What goes in changeset params vs the struct

I’m not clear on what the best practice is for deciding what can be set from a changeset’s params vs what should be directly set in the struct. I’ve been leaning towards not allowing “important” fields, such as a user’s role (i.e. admin or member) to be set from the params since the params sometimes come directly from the client application. But this sometimes makes different parts of the application need to know how to set the user’s role before calling the changeset. Are there any established best practices (or just plain advice) that anyone can give me?

You could expose multiple changeset handling functions. One which allows (a.k.a. casts) the roles, one which doesn’t. Schema.changeset/2 is only special in that it’s used as default changeset function for cast_assoc / cast_embed, but even these can be changed.

Another option would be using custom changesets for your UI layer (embed schema or even schemaless) and convert the validated data of that changeset into the actual params to pass further down into your system.

1 Like

Anything from params can be user set. So you’re correct, don’t let the user set role to anything they typed into params.

In your specific example, I would create a function that uses the put_change function to set the role and transform the changeset using pipes.

changeset = 
  |> changeset(%User{}, params)
  |> set_user_role("admin")

Repo.insert! changeset


def set_user_role(changeset, role) do
  put_change(changeset, :role, role)
1 Like

Thanks!

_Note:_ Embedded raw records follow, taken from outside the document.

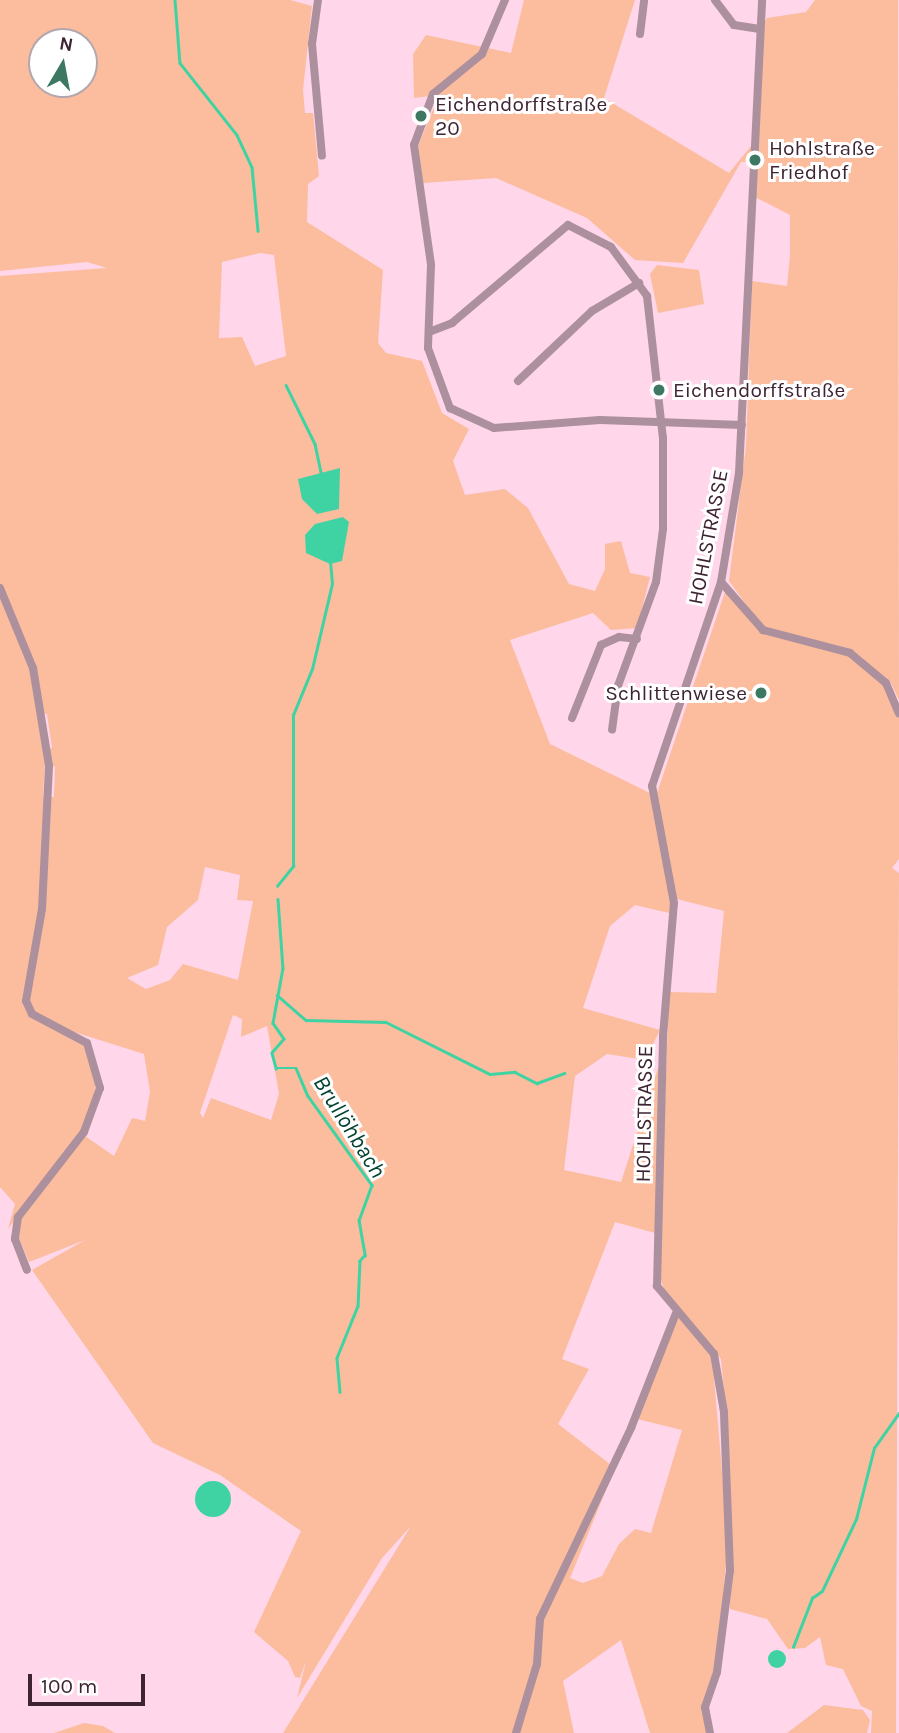 <!DOCTYPE html>
<meta charset="utf-8">
<style>
body{margin:0}
#map{position:relative;width:899px;height:1733px;overflow:hidden;background:#ffd6ea;font-family:Karla,sans-serif}
div>[style]{position:absolute}
.green>*{inset:0;background:#fcbd9e}
.water>*{inset:0;background:#3fd3a4}
.round{border-radius:50%}
.stream>*{height:2.5px;margin:-1.25px;padding:0 1.25px;transform-origin:1.25px;border-radius:1.25px;background:#3fd3a4}
.minor>*{height:8px;margin:-4px;padding:0 4px;transform-origin:4px;border-radius:4px;background:#ac909d}
.dots>*{width:19px;height:19px;translate:-50% -50%;box-sizing:border-box;border:4px solid #fff;border-radius:50%}
span{translate:-50% -50%;white-space:nowrap;text-align:center;line-height:1.15;-webkit-text-stroke:6px #fff;paint-order:stroke}
.poi-label{font-size:21px;color:#3e2432}
.left{translate:0 -50%;text-align:left}
.right{translate:-100% -50%;text-align:right}
.street-label{font-size:21px;color:#3e2432}
.water-label{font-size:23px;color:#014230;font-style:italic}
.north{position:absolute;left:28px;top:28px;width:70px;height:70px;box-sizing:border-box;background:#fff;border:2px solid #b2a7ad;border-radius:50%;rotate:10deg;font-size:19px;font-weight:700;line-height:28px;text-align:center;color:#3e2432}
.north::after{content:'';display:block;margin:auto;width:24px;height:32px;background:#3c7862;clip-path:polygon(50% 0,100% 100%,50% 72%,0 100%)}
.scale{position:absolute;left:28px;top:1674px;width:117px;height:32px;box-sizing:border-box;border:4px solid #3e2432;border-top:0;padding-left:9px;font-size:21px;line-height:24px;white-space:nowrap;color:#3e2432;-webkit-text-stroke:5px #fff;paint-order:stroke}
</style>
<div id="map">
<div class="green">
<i style="clip-path:polygon(evenodd,0 0,290px 0,312px 6px,303px 90px,305px 113px,313px 113px,319px 176px,308px 184px,307px 222px,383px 270px,378px 343px,386px 353px,422px 361px,442px 413px,469px 429px,453px 461px,465px 495px,505px 489px,528px 508px,569px 584px,595px 591px,605px 569px,605px 544px,621px 541px,630px 573px,650px 577px,637px 628px,611px 630px,593px 613px,510px 640px,550px 744px,656px 796px,725px 592px,762px 632px,847px 654px,884px 683px,899px 715px,899px 859px,892px 868px,899px 873px,896px 1733px,871px 1733px,872px 1711px,861px 1706px,843px 1669px,826px 1665px,820px 1637px,805px 1648px,788px 1649px,767px 1619px,730px 1609px,729px 1444px,721px 1359px,669px 1303px,659px 1275px,669px 992px,716px 993px,724px 911px,677px 899px,669px 913px,635px 905px,610px 926px,583px 1008px,660px 1030px,645px 1060px,607px 1054px,575px 1076px,564px 1170px,621px 1182px,660px 1062px,655px 1233px,615px 1222px,562px 1359px,589px 1369px,558px 1424px,615px 1468px,570px 1578px,583px 1583px,602px 1576px,619px 1544px,635px 1529px,651px 1533px,682px 1430px,637px 1419px,678px 1317px,712px 1355px,728px 1541px,718px 1653px,703px 1711px,707px 1733px,650px 1733px,621px 1640px,563px 1681px,574px 1733px,283px 1733px,411px 1526px,382px 1558px,297px 1698px,306px 1661px,300px 1678px,295px 1677px,288px 1661px,254px 1632px,301px 1531px,220px 1475px,153px 1443px,32px 1270px,85px 1240px,29px 1262px,19px 1238px,21px 1218px,85px 1136px,114px 1156px,132px 1118px,145px 1121px,150px 1092px,144px 1054px,36px 1020px,86px 1045px,96px 1070px,94px 1103px,80px 1133px,8px 1229px,15px 1204px,0 1187px,0 276px,107px 268px,87px 262px,0 271px,0 0,42px 42px,84px 42px,84px 84px,42px 84px,42px 42px,0 0,260px 253px,274px 255px,286px 356px,255px 366px,242px 337px,219px 338px,222px 262px,260px 253px,0 0,37px 712px,47px 714px,52px 748px,44px 751px,37px 712px,0 0,45px 760px,55px 767px,54px 797px,43px 797px,45px 760px,0 0,205px 867px,240px 875px,237px 900px,253px 901px,238px 980px,183px 964px,170px 980px,146px 989px,127px 978px,158px 965px,167px 927px,198px 900px,205px 867px,0 0,233px 1015px,242px 1019px,241px 1037px,267px 1026px,279px 1094px,271px 1120px,211px 1098px,203px 1118px,200px 1113px,233px 1015px)"></i>
<i style="clip-path:polygon(524px 0,635px 0,604px 98px,729px 173px,756px 140px,760px 29px,767px 18px,806px 12px,815px 0,898px 0,899px 700px,890px 681px,851px 651px,764px 629px,729px 581px,746px 446px,752px 281px,787px 286px,790px 255px,790px 215px,753px 196px,755px 161px,741px 162px,683px 263px,635px 260px,587px 218px,496px 178px,423px 183px,418px 146px,439px 95px,414px 98px,413px 54px,426px 35px,511px 53px)"></i>
<i style="clip-path:polygon(657px 265px,699px 270px,704px 304px,658px 313px,650px 274px)"></i>
<i style="clip-path:polygon(824px 1705px,863px 1710px,870px 1720px,867px 1733px,787px 1733px)"></i>
<i style="clip-path:polygon(84px 1723px,103px 1726px,115px 1733px,54px 1733px)"></i>
</div>
<div class="water">
<i style="clip-path:polygon(340px 468px,339px 509px,317px 514px,302px 499px,298px 479px)"></i>
<i style="clip-path:polygon(343px 517px,349px 522px,342px 561px,330px 564px,306px 553px,305px 535px,315px 524px)"></i>
<i class="round" style="left:195px;top:1481px;width:36px;height:36px"></i>
<i class="round" style="left:768px;top:1650px;width:18px;height:18px"></i>
</div>
<div class="stream">
<i style="left:175px;top:0;width:63px;rotate:85.5deg"></i>
<i style="left:180px;top:63px;width:92px;rotate:51.6deg"></i>
<i style="left:237px;top:135px;width:35px;rotate:65deg"></i>
<i style="left:252px;top:167px;width:64px;rotate:84.6deg"></i>
<i style="left:286px;top:385px;width:66px;rotate:63.8deg"></i>
<i style="left:315px;top:444px;width:30px;rotate:78deg"></i>
<i style="left:277px;top:886px;width:26px;rotate:-51deg"></i>
<i style="left:293px;top:866px;width:151px;rotate:-90deg"></i>
<i style="left:293px;top:715px;width:50px;rotate:-67.6deg"></i>
<i style="left:312px;top:669px;width:87px;rotate:-76.8deg"></i>
<i style="left:332px;top:584px;width:21px;rotate:-95deg"></i>
<i style="left:278px;top:899px;width:69px;rotate:85.9deg"></i>
<i style="left:283px;top:968px;width:56px;rotate:100.3deg"></i>
<i style="left:273px;top:1023px;width:19px;rotate:55deg"></i>
<i style="left:284px;top:1039px;width:18px;rotate:131deg"></i>
<i style="left:272px;top:1053px;width:16px;rotate:75deg"></i>
<i style="left:276px;top:1068px;width:20px"></i>
<i style="left:296px;top:1068px;width:30px;rotate:67deg"></i>
<i style="left:308px;top:1096px;width:110px;rotate:54.3deg"></i>
<i style="left:372px;top:1185px;width:37px;rotate:110deg"></i>
<i style="left:359px;top:1220px;width:36px;rotate:80deg"></i>
<i style="left:365px;top:1255px;width:8px;rotate:130deg"></i>
<i style="left:360px;top:1261px;width:45px;rotate:92.5deg"></i>
<i style="left:358px;top:1306px;width:56px;rotate:112deg"></i>
<i style="left:337px;top:1358px;width:34px;rotate:85deg"></i>
<i style="left:277px;top:995px;width:38px;rotate:41deg"></i>
<i style="left:306px;top:1020px;width:80px;rotate:1.4deg"></i>
<i style="left:386px;top:1022px;width:116px;rotate:26.6deg"></i>
<i style="left:490px;top:1074px;width:25px;rotate:-5deg"></i>
<i style="left:515px;top:1072px;width:25px;rotate:27deg"></i>
<i style="left:537px;top:1083px;width:29px;rotate:-20deg"></i>
<i style="left:793px;top:1647px;width:53px;rotate:-68.8deg"></i>
<i style="left:812px;top:1598px;width:12px;rotate:-35deg"></i>
<i style="left:822px;top:1591px;width:80px;rotate:-64.7deg"></i>
<i style="left:856px;top:1519px;width:73px;rotate:-75.8deg"></i>
<i style="left:874px;top:1448px;width:43px;rotate:-54.5deg"></i>
</div>
<div class="minor">
<i style="left:318px;top:0;width:44px;rotate:97.8deg"></i>
<i style="left:312px;top:44px;width:112px;rotate:84.9deg"></i>
<i style="left:505px;top:0;width:59px;rotate:113.1deg"></i>
<i style="left:482px;top:54px;width:63px;rotate:140.8deg"></i>
<i style="left:433px;top:94px;width:54px;rotate:110.4deg"></i>
<i style="left:414px;top:145px;width:121px;rotate:81.9deg"></i>
<i style="left:431px;top:265px;width:83px;rotate:92.1deg"></i>
<i style="left:428px;top:348px;width:64px;rotate:69.9deg"></i>
<i style="left:450px;top:408px;width:48px;rotate:24.4deg"></i>
<i style="left:494px;top:428px;width:106px;rotate:-4.3deg"></i>
<i style="left:600px;top:420px;width:142px;rotate:2deg"></i>
<i style="left:715px;top:0;width:31px;rotate:53deg"></i>
<i style="left:734px;top:25px;width:26px;rotate:9deg"></i>
<i style="left:640px;top:34px;width:34px;rotate:-83deg"></i>
<i style="left:429px;top:332px;width:25px;rotate:-21deg"></i>
<i style="left:452px;top:323px;width:152px;rotate:-40.2deg"></i>
<i style="left:568px;top:225px;width:48px;rotate:27.1deg"></i>
<i style="left:611px;top:247px;width:61px;rotate:53.7deg"></i>
<i style="left:647px;top:296px;width:143px;rotate:83.6deg"></i>
<i style="left:663px;top:438px;width:91px;rotate:90deg"></i>
<i style="left:663px;top:529px;width:53px;rotate:97.5deg"></i>
<i style="left:656px;top:582px;width:111px;rotate:110.1deg"></i>
<i style="left:618px;top:686px;width:44px;rotate:97.8deg"></i>
<i style="left:518px;top:381px;width:102px;rotate:-43.4deg"></i>
<i style="left:592px;top:311px;width:55px;rotate:-30.8deg"></i>
<i style="left:721px;top:582px;width:64px;rotate:48.8deg"></i>
<i style="left:763px;top:630px;width:90px;rotate:14.8deg"></i>
<i style="left:850px;top:653px;width:47px;rotate:39.8deg"></i>
<i style="left:886px;top:683px;width:33px;rotate:67deg"></i>
<i style="left:0;top:588px;width:87px;rotate:67.6deg"></i>
<i style="left:33px;top:668px;width:99px;rotate:80.7deg"></i>
<i style="left:49px;top:766px;width:143px;rotate:92.8deg"></i>
<i style="left:42px;top:909px;width:93px;rotate:99.9deg"></i>
<i style="left:26px;top:1001px;width:14px;rotate:65deg"></i>
<i style="left:32px;top:1014px;width:62px;rotate:27.8deg"></i>
<i style="left:87px;top:1043px;width:47px;rotate:73.9deg"></i>
<i style="left:100px;top:1088px;width:47px;rotate:110deg"></i>
<i style="left:84px;top:1132px;width:108px;rotate:127.8deg"></i>
<i style="left:18px;top:1217px;width:22px;rotate:98deg"></i>
<i style="left:15px;top:1239px;width:33px;rotate:69deg"></i>
<i style="left:572px;top:718px;width:79px;rotate:-68.3deg"></i>
<i style="left:601px;top:645px;width:20px;rotate:-24deg"></i>
<i style="left:619px;top:637px;width:18px;rotate:6deg"></i>
<i style="left:516px;top:1733px;width:72px;rotate:-73.1deg"></i>
<i style="left:537px;top:1664px;width:45px;rotate:-86.2deg"></i>
<i style="left:540px;top:1619px;width:212px;rotate:-64.5deg"></i>
<i style="left:631px;top:1428px;width:123px;rotate:-68.6deg"></i>
<i style="left:710px;top:1733px;width:26px;rotate:-101deg"></i>
<i style="left:705px;top:1707px;width:37px;rotate:-71deg"></i>
<i style="left:717px;top:1672px;width:103px;rotate:-82.7deg"></i>
<i style="left:730px;top:1570px;width:158px;rotate:-92.2deg"></i>
<i style="left:724px;top:1412px;width:59px;rotate:-99.8deg"></i>
<i style="left:714px;top:1354px;width:89px;rotate:-130deg"></i>
<i style="left:657px;top:1286px;width:250px;rotate:-88.6deg"></i>
<i style="left:663px;top:1036px;width:133px;rotate:-85.3deg"></i>
<i style="left:674px;top:903px;width:119px;rotate:-100.6deg"></i>
<i style="left:652px;top:786px;width:215px;rotate:-71.3deg"></i>
<i style="left:721px;top:582px;width:110px;rotate:-80.6deg"></i>
<i style="left:739px;top:473px;width:474px;rotate:-87.2deg"></i>
</div>
<div class="dots">
<i style="left:421px;top:116px;background:#3c7862"></i>
<i style="left:755px;top:160px;background:#3c7862"></i>
<i style="left:659px;top:390px;background:#3c7862"></i>
<i style="left:761px;top:693px;background:#3c7862"></i>
</div>
<div class="poi-label">
<span class="left" style="left:435px;top:116px">Eichendorffstraße<br>20</span>
<span class="left" style="left:769px;top:160px">Hohlstraße<br>Friedhof</span>
<span class="left" style="left:673px;top:390px">Eichendorffstraße</span>
<span class="right" style="left:747px;top:693px">Schlittenwiese</span>
</div>
<div class="street-label">
<span style="left:708px;top:537px;rotate:-79deg">HOHLSTRASSE</span>
<span style="left:644px;top:1114px;rotate:-89deg">HOHLSTRASSE</span>
</div>
<div class="water-label">
<span style="left:349px;top:1127px;rotate:58deg">Brullöhbach</span>
</div>
<div class="north">N</div>
<div class="scale">100 m</div>
</div>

I like that example of set_user_role

I think I’ll go with this pattern that I copied from somewhere:

def set_role(changeset, role) do
  case changeset do
    %Ecto.Changeset{valid?: true} ->
      put_change(changeset, :role, role)
    _ -> changeset

Also I’m going to se the initial role in an insert_changeset function:

def insert_changeset(struct, params) do
  |> change()
  |> set_role(:member)
  |> changeset(params)

This approach lets me keep validate_required[:role]) in my changeset/2 function while not allowing the role to be set directly in changeset/2.

what’s the best way to implement this approach for a case with different roles. Customer role, admin role and staff role for example

@dumadi The set_role/2 that I show above works just fine for multiple roles. If you asking about authorization then that is handled by a different part of the application since it is further reaching and shouldn’t (IMHO) be handled by individual schemas.